Saturday, January 13, 2007

If You Knew How To Beat The Market, Would You Tell Anyone?

I'm always amused by financial seminars that offer to tell you (for a fee) how to beat the market with no risk.

The question to ask anyone who tells you they can do this is "If you really knew know how to do this, why would you sell the information?" Why not just use it yourself? After all if it's so profitable, just pay employees to do it for you.

There's a direct parallel in financial economics research. Let's assume that you discover a market anomaly that provides abnormal risk adjusted profits (like, "markets are slow to adjust to positive earnings surprises", or "small firms have abnormally high risk adjusted returns in January").

If you found this, why would you publish it? If you didn't, you could trade on it and make a lot of money. On the other hand, if you publish it, others will start trading on it and the abnormal profits will disappear.

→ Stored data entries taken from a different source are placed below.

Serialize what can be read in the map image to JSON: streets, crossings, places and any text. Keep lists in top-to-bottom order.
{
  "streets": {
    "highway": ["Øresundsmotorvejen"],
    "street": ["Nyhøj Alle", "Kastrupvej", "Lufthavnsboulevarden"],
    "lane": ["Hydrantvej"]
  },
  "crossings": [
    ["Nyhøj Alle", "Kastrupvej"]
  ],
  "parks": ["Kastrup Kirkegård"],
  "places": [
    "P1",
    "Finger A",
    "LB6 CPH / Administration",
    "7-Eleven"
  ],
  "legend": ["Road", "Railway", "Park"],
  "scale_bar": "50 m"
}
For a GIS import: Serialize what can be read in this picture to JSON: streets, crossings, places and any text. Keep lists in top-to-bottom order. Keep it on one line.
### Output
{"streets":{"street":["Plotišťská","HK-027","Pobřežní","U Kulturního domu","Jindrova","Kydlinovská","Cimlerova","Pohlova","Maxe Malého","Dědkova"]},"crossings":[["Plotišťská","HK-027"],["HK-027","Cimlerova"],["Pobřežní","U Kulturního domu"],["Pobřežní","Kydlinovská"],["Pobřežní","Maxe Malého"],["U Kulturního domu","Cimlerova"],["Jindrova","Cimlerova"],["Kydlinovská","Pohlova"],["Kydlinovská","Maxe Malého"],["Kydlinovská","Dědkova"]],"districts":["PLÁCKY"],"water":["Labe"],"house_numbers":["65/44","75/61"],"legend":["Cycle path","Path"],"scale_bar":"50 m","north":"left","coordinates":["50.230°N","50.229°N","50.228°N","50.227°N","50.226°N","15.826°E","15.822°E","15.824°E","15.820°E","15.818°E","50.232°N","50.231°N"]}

Colby Wright (a Ph.D. student at Florida State) examined this question as part of his dissertation. Here's the abstract of his paper "So You Discovered An Anomaly... Gonna Publish it?":
If publishing an anomaly leads to the dissipation of its profitability, a notion that has mounting empirical support, then publishing a highly profitable market anomaly seems to be irrational behavior. This paper explores the issue by developing and empirically testing a theory that argues that publishing a market anomaly may, in fact, be rational behavior. The theory predicts that researchers with few (many) publications and lesser (stronger) reputations have the highest (lowest) incentive to publish market anomalies. Employing probit models, simple OLS regressions, and principal component analysis, I show that (a) market anomalies are more likely to be published by researchers with fewer previous publications and who have been in the field for a shorter period of time and (b) the profitability of published market anomalies is inversely related to the common factor spanning the number of publications the author has and the number of years that have elapsed since the professor earned his Ph.D. The empirical results suggest that the probability of publishing an anomaly and the profitability of anomalies that are published are inversely related to the reputation of the authors. These results corroborate the theory that publishing an anomaly is rational behavior for an author trying to establish his or her reputation.
A link to the piece is available on SSRN here.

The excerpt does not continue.